Werder: Gleich zu Beginn einer Tätigkeit oder erst nach Jahren? Meist beginnt das bereits in den ersten Arbeitswochen, wenn Betroffene merken, dass der Beruf nicht mit ihren Vorstellungen übereinstimmt. Oft werden Jobs in Stellenausschreibungen übertrieben dargestellt und klingen weitaus komplexer, als sie dann tatsächlich sind. Oftmals zeichnet sich diese qualitative und quantitative Unterforderung sehr bald ab. Eine quantitative Unterforderung entsteht beispielsweise dann, wenn der Arbeitnehmer bzw. die Arbeitnehmerin merkt, dass das in der Stellenanzeige angegebene Stundenausmaß im Job nicht notwendig bzw. zu hoch gegriffen ist. Mitarbeitende werden in ihrer Skepsis oftmals auch nicht ernst genommen.

Sie haben gesagt, bei Mitarbeiter:innen können die Konsequenzen im schlimmsten Fall bis hin zu einer schweren Depression führen. Welche Konsequenzen entstehen im Falle von Boreout für Unternehmen?

Werder: Die Konsequenz für den Betrieb ist dann eine fehlende Produktivität, wodurch ein großer betriebswirtschaftlicher Schaden entstehen kann. So empfiehlt es sich, die Auslastung der Mitarbeitenden genau zu beleuchten, beispielsweise ist für manche Positionen eine Anstellung mit einem geringeren Stundenausmaß ausreichend. Über den volkswirtschaftlichen Schaden gibt es viele Studien, die sich unter anderem auch in unserem Buch finden.

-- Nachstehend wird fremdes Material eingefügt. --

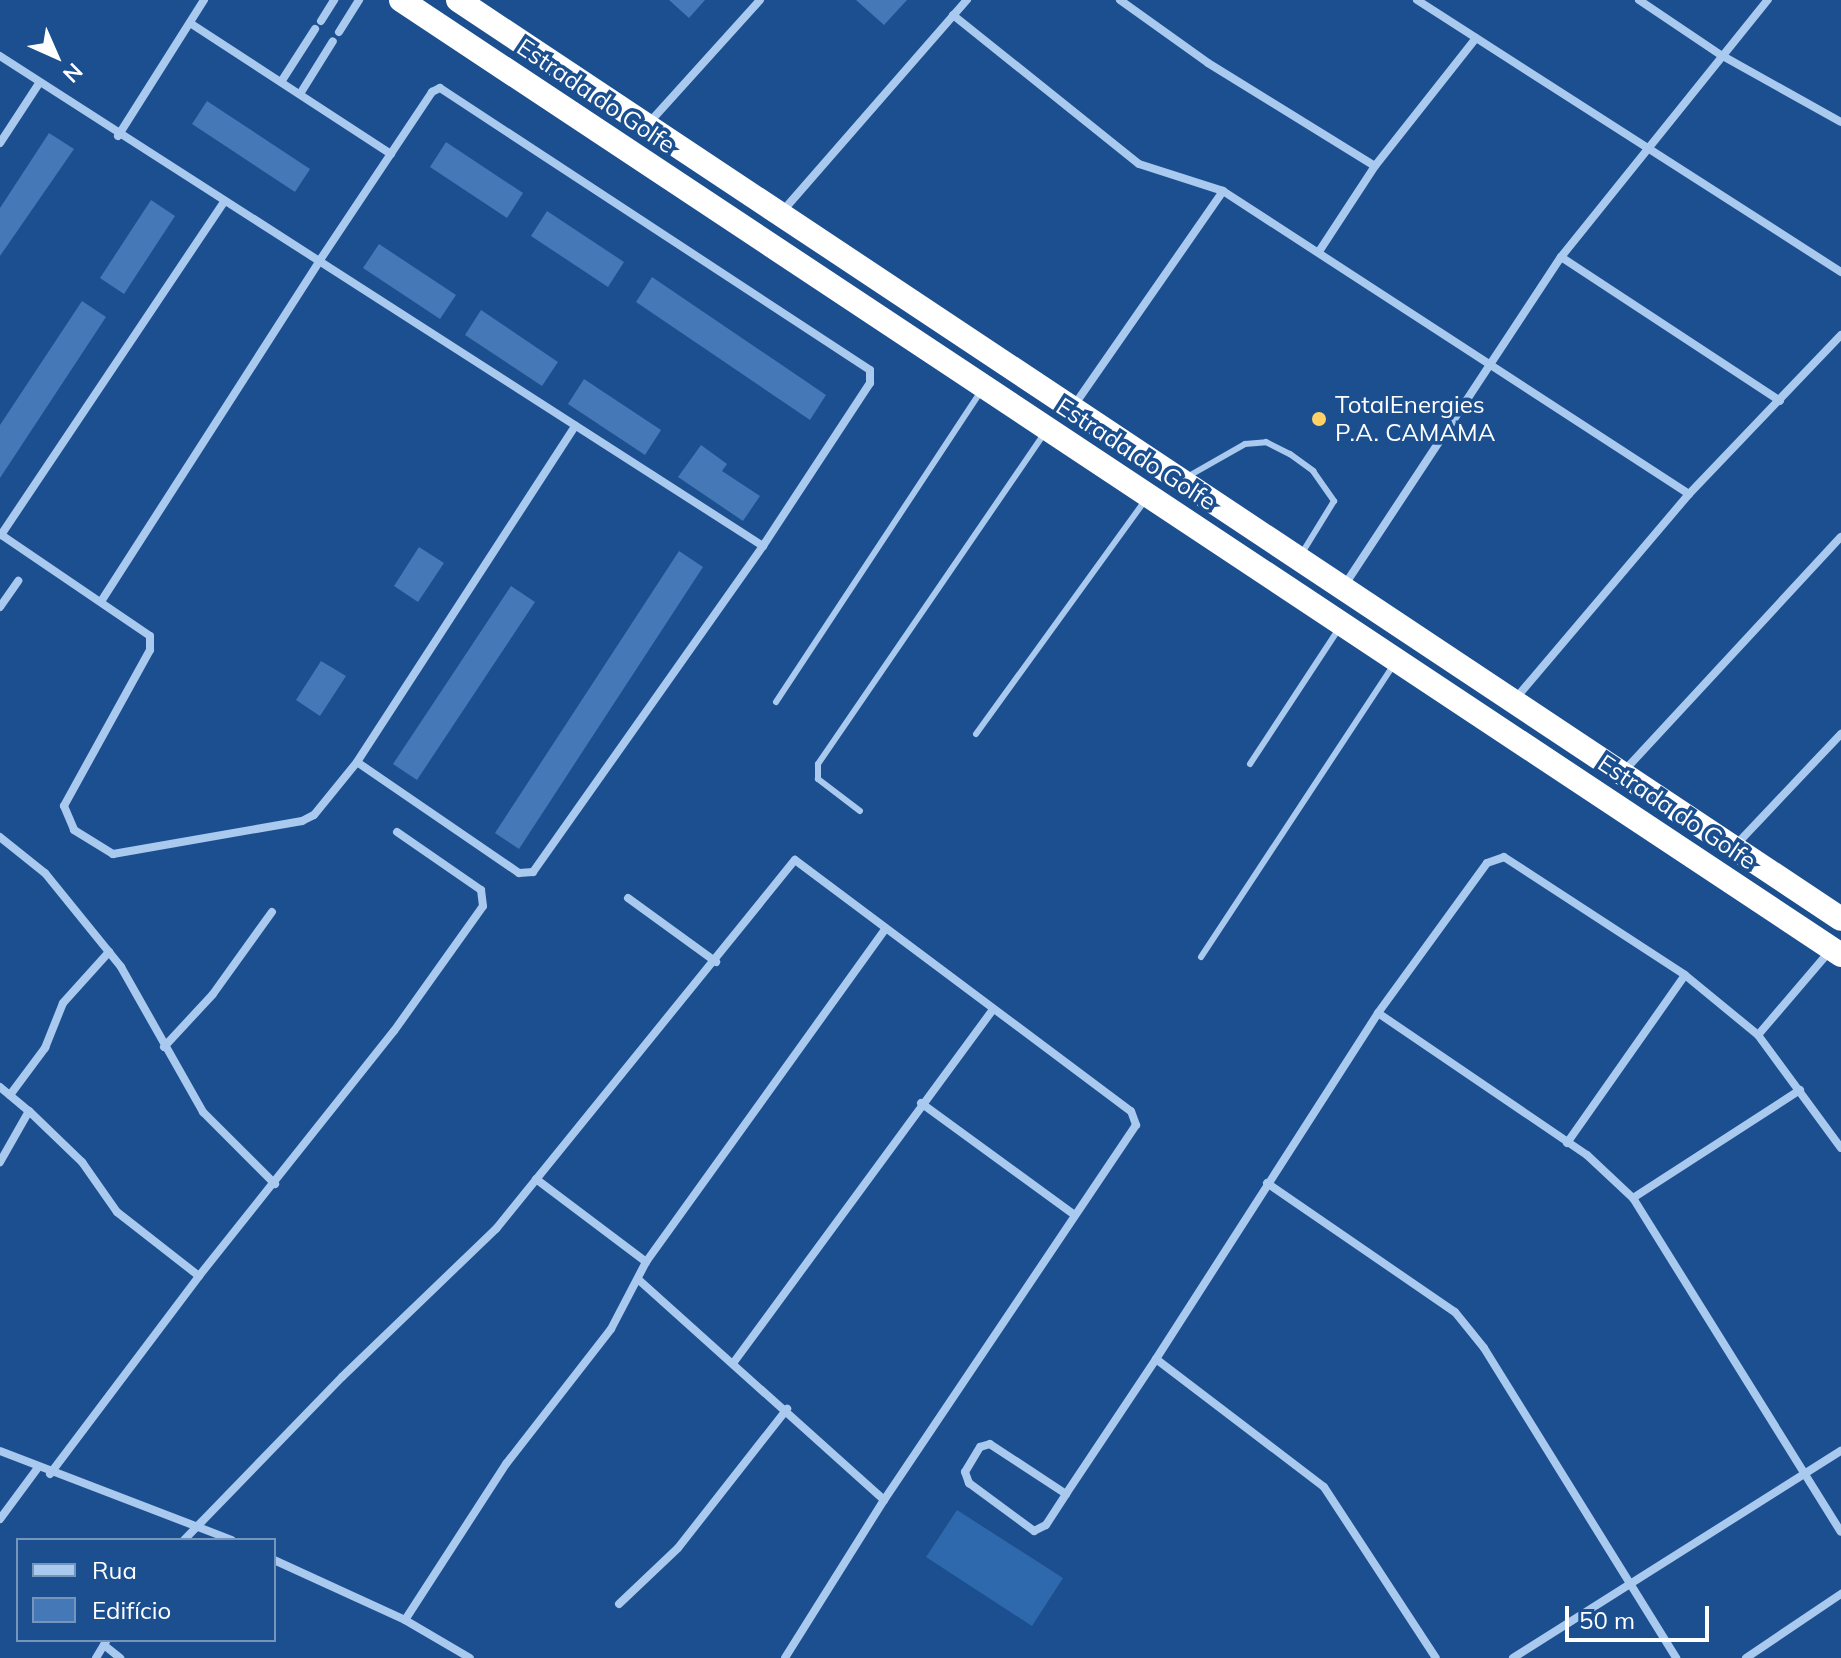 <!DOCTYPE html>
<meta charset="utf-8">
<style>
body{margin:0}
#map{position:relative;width:1841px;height:1658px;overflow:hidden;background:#1b4f8f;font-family:Mulish,sans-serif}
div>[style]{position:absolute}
.green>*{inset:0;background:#2e69ad}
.building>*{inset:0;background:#4478b7}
.lane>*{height:6px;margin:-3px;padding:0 3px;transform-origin:3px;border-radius:3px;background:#a9c9ee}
.street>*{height:8px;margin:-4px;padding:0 4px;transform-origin:4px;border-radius:4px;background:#a9c9ee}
.highway>*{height:24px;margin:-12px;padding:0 12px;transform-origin:12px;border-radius:12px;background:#fff}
.dots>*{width:22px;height:22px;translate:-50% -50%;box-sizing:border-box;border:4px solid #1b4f8f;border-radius:50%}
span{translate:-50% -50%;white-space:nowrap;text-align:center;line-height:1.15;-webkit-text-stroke:7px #1b4f8f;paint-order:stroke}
.street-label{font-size:24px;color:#fff}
.poi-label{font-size:24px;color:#fff}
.left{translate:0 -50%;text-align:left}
.legend{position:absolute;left:16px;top:1538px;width:260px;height:104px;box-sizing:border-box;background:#1b4f8f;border:2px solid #7695bc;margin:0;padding:10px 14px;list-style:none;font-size:24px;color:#fff}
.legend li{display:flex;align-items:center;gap:16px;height:40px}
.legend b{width:40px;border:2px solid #7695bc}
.north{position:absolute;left:16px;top:16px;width:80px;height:80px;-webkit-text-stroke:6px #1b4f8f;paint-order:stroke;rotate:135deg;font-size:22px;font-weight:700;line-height:32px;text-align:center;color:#fff}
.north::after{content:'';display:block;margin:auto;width:28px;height:36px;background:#fff;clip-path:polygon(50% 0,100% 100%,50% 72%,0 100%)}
.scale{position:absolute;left:1565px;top:1606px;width:144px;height:36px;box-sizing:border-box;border:4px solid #fff;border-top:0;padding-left:10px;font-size:24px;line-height:28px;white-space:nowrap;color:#fff;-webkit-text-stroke:6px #1b4f8f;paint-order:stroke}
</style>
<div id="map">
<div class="green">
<div style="clip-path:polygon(957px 1510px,1063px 1578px,1032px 1626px,926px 1557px)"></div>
</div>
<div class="building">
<div style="clip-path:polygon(669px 0,705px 0,689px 18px)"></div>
<div style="clip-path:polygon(856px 0,907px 0,884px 25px)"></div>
<div style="clip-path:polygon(207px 101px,310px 169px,295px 192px,192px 124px)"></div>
<div style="clip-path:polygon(49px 133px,74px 149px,0 256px,0 208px)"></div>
<div style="clip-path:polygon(446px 142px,523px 193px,507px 218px,430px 167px)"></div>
<div style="clip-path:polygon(151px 200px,175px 216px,124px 294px,100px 278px)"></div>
<div style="clip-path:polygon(547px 211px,624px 262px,608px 287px,531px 236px)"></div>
<div style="clip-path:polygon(379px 244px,456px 295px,440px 319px,363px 268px)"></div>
<div style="clip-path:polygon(652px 277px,826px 395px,810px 420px,636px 302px)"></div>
<div style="clip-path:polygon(82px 301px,106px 317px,0 478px,0 425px)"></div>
<div style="clip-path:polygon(481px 310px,558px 362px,542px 386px,465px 335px)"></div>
<div style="clip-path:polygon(584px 379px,661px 430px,645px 455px,568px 404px)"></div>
<div style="clip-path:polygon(701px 445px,727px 464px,722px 471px,760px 496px,743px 521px,678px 477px)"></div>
<div style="clip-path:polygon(419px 547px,444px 563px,418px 602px,394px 586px)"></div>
<div style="clip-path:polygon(679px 551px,703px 567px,519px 849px,495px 833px)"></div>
<div style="clip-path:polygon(511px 586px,535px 602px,417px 780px,393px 764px)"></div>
<div style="clip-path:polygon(321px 661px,346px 676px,320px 716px,296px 700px)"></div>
</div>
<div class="lane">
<div style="left:1187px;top:477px;width:67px;rotate:-29.6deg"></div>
<div style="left:1245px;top:444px;width:21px;rotate:-5deg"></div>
<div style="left:1266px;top:442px;width:27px;rotate:27deg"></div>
<div style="left:1290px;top:454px;width:29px;rotate:36deg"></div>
<div style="left:1313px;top:471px;width:37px;rotate:55deg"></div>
<div style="left:1334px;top:501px;width:61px;rotate:121.6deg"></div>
<div style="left:776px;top:702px;width:374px;rotate:-56.6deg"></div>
<div style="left:976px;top:734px;width:286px;rotate:-54.1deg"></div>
<div style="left:1250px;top:764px;width:160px;rotate:-56.7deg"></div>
<div style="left:860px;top:811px;width:53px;rotate:-142.7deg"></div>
<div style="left:818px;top:779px;width:15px;rotate:-90deg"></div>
<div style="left:818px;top:764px;width:402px;rotate:-55.6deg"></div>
<div style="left:1201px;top:957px;width:349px;rotate:-56.6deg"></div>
</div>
<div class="street">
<div style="left:1120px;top:0;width:108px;rotate:35.6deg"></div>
<div style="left:1208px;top:63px;width:196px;rotate:31.7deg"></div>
<div style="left:1417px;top:0;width:504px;rotate:32.68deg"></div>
<div style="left:1639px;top:0;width:99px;rotate:33.9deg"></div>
<div style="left:1721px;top:55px;width:137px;rotate:29.2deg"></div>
<div style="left:953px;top:15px;width:238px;rotate:38.7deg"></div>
<div style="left:1139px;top:164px;width:88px;rotate:17.8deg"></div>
<div style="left:1223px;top:191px;width:556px;rotate:33.03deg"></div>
<div style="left:321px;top:21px;width:25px;rotate:-58deg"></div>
<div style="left:190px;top:23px;width:240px;rotate:33.1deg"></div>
<div style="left:339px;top:32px;width:38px;rotate:-58deg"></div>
<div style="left:0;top:56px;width:907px;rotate:32.71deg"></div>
<div style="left:281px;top:82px;width:63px;rotate:-57.3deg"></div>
<div style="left:300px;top:94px;width:62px;rotate:-58.1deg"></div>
<div style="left:648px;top:124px;width:167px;rotate:-47.9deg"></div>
<div style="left:118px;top:136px;width:161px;rotate:-57.7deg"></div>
<div style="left:0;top:143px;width:69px;rotate:-56.8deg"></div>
<div style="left:781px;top:213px;width:283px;rotate:-48.9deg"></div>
<div style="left:1320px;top:250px;width:100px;rotate:-56.8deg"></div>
<div style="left:1375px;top:166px;width:163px;rotate:-51.7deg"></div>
<div style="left:1561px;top:257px;width:262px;rotate:33.3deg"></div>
<div style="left:1073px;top:407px;width:263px;rotate:-55.2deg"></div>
<div style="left:0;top:534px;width:181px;rotate:34.2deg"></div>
<div style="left:150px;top:636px;width:14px;rotate:90deg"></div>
<div style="left:150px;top:650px;width:178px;rotate:118.9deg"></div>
<div style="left:64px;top:806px;width:26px;rotate:67deg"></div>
<div style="left:74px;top:830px;width:46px;rotate:31.6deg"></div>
<div style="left:113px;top:854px;width:192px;rotate:-9.9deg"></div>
<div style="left:302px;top:821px;width:13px;rotate:-27deg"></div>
<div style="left:314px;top:815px;width:68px;rotate:-50.9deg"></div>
<div style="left:357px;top:762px;width:401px;rotate:-57deg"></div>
<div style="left:1px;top:535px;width:399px;rotate:-56.2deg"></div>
<div style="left:1344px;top:586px;width:394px;rotate:-56.6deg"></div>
<div style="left:1561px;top:257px;width:330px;rotate:-51.2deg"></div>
<div style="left:102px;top:600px;width:400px;rotate:-57.3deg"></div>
<div style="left:318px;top:263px;width:206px;rotate:-56.3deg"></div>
<div style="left:432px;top:92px;width:9px;rotate:-27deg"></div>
<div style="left:440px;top:88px;width:514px;rotate:33.26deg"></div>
<div style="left:870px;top:370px;width:13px;rotate:90deg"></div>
<div style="left:870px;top:383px;width:195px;rotate:123.3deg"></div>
<div style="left:763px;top:546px;width:399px;rotate:125.2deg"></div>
<div style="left:533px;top:872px;width:14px;rotate:176deg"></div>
<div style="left:519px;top:873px;width:196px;rotate:-145.6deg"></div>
<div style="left:0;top:607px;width:32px;rotate:-55deg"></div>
<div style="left:1516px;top:698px;width:267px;rotate:-49.7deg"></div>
<div style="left:1689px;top:494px;width:220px;rotate:-46.3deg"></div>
<div style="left:1624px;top:771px;width:319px;rotate:-47.2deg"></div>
<div style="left:0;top:837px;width:58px;rotate:38.7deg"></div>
<div style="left:45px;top:873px;width:121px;rotate:51deg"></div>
<div style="left:121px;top:967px;width:167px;rotate:60.5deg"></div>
<div style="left:203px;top:1112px;width:102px;rotate:45deg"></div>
<div style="left:1734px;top:847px;width:156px;rotate:-46.6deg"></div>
<div style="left:628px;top:898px;width:109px;rotate:36deg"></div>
<div style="left:1378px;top:1013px;width:253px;rotate:34.2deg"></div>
<div style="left:1587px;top:1155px;width:63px;rotate:43.1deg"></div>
<div style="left:1633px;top:1198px;width:393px;rotate:58.1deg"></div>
<div style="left:1758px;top:1035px;width:109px;rotate:-49.5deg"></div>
<div style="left:164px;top:1047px;width:72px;rotate:-47.2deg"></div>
<div style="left:213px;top:994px;width:101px;rotate:-54.3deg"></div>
<div style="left:0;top:1087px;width:38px;rotate:40deg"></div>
<div style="left:29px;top:1111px;width:59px;rotate:119.6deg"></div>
<div style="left:10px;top:1095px;width:59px;rotate:-53.3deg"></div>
<div style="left:45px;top:1048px;width:48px;rotate:-68.2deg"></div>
<div style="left:63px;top:1003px;width:69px;rotate:-48deg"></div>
<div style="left:921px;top:1103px;width:188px;rotate:36.1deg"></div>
<div style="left:29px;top:1111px;width:74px;rotate:43.9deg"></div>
<div style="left:82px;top:1162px;width:61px;rotate:55deg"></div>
<div style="left:117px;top:1212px;width:104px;rotate:38deg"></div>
<div style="left:1567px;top:1143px;width:205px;rotate:-54.9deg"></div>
<div style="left:536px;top:1179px;width:138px;rotate:37deg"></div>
<div style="left:1267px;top:1183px;width:228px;rotate:34.5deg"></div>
<div style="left:1455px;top:1312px;width:46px;rotate:51.1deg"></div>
<div style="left:1484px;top:1348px;width:365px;rotate:58.2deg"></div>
<div style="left:1633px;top:1198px;width:199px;rotate:-32.9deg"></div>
<div style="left:640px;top:1281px;width:328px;rotate:41.9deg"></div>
<div style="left:1156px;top:1359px;width:211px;rotate:37.3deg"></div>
<div style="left:1324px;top:1487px;width:204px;rotate:56.8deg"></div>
<div style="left:734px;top:1362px;width:437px;rotate:-53.7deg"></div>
<div style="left:0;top:1451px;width:248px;rotate:21deg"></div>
<div style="left:50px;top:1474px;width:248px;rotate:-53deg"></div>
<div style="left:199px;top:1276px;width:313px;rotate:-51.5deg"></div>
<div style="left:394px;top:1031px;width:153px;rotate:-54.5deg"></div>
<div style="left:483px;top:906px;width:16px;rotate:-97deg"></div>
<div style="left:481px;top:890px;width:102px;rotate:-145.4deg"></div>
<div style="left:1066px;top:1494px;width:91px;rotate:-146.7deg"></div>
<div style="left:990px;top:1444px;width:10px;rotate:163deg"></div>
<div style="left:980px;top:1447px;width:29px;rotate:121deg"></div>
<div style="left:965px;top:1472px;width:12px;rotate:70deg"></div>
<div style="left:969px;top:1483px;width:81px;rotate:36.4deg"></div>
<div style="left:1034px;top:1531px;width:13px;rotate:-27deg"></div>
<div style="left:1046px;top:1525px;width:37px;rotate:-57deg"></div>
<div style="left:1066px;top:1494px;width:162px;rotate:-56.3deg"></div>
<div style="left:1156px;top:1359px;width:411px;rotate:-57.3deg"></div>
<div style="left:1378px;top:1013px;width:185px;rotate:-54deg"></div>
<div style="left:1487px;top:863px;width:18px;rotate:-19deg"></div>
<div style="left:1504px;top:857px;width:216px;rotate:33.1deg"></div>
<div style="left:1685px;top:975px;width:94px;rotate:39.4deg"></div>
<div style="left:1758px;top:1035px;width:140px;rotate:53.7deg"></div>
<div style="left:0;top:1519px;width:62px;rotate:-53.5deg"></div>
<div style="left:184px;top:1540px;width:227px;rotate:-45.9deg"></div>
<div style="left:342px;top:1377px;width:214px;rotate:-43.9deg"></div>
<div style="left:496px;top:1229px;width:475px;rotate:-51deg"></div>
<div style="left:795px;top:860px;width:419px;rotate:36.8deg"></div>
<div style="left:1131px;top:1111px;width:15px;rotate:70deg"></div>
<div style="left:1136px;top:1125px;width:452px;rotate:123.9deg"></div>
<div style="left:884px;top:1500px;width:186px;rotate:122.1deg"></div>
<div style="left:274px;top:1560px;width:144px;rotate:24.6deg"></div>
<div style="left:405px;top:1620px;width:75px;rotate:30.3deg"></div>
<div style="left:619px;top:1604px;width:81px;rotate:-43.5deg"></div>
<div style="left:678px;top:1548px;width:177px;rotate:-51.9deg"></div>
<div style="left:405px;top:1620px;width:186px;rotate:-57.1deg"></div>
<div style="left:506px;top:1464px;width:171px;rotate:-52.1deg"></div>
<div style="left:611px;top:1329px;width:76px;rotate:-62.4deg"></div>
<div style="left:646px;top:1262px;width:409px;rotate:-54.3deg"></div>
<div style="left:104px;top:1645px;width:21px;rotate:39deg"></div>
<div style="left:96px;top:1658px;width:21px;rotate:-59deg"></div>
<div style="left:1513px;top:1658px;width:388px;rotate:-32.3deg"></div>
<div style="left:1746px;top:1658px;width:115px;rotate:-34deg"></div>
</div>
<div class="highway">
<div style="left:401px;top:0;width:1728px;rotate:33.55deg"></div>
<div style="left:458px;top:0;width:1660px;rotate:33.6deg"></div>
</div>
<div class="dots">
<div style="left:1319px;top:419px;background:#ffd166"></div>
</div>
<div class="street-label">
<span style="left:596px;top:96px;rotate:34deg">Estrada do Golfe</span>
<span style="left:1136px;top:454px;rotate:33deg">Estrada do Golfe</span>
<span style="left:1677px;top:812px;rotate:34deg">Estrada do Golfe</span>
</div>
<div class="poi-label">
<span class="left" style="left:1335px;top:419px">TotalEnergies<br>P.A. CAMAMA</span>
</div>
<ul class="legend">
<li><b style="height:10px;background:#a9c9ee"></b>Rua</li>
<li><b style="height:22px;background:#4478b7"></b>Edifício</li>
</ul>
<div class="north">N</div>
<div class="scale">50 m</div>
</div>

Interview geführt von Elisabeth Zangerl, erschienen am 28.06.2025 in der Tiroler Tageszeitung

Das Wichtigste aus dem Artikel: 

Begriff und Ursachen: Boreout beschreibt Unterforderung, Desinteresse und Langeweile am Arbeitsplatz, oft verbunden mit dem Bedürfnis, Beschäftigung vorzutäuschen.

Auswirkungen auf Arbeitnehmer:innen: Symptome sind Müdigkeit, Lustlosigkeit und Frustration, die bis zu schweren Depressionen führen können.

Unternehmenskonsequenzen: Boreout verringert die Produktivität und kann betriebswirtschaftlichen Schaden verursachen, weshalb eine Analyse der Mitarbeitenden-Auslastung wichtig ist.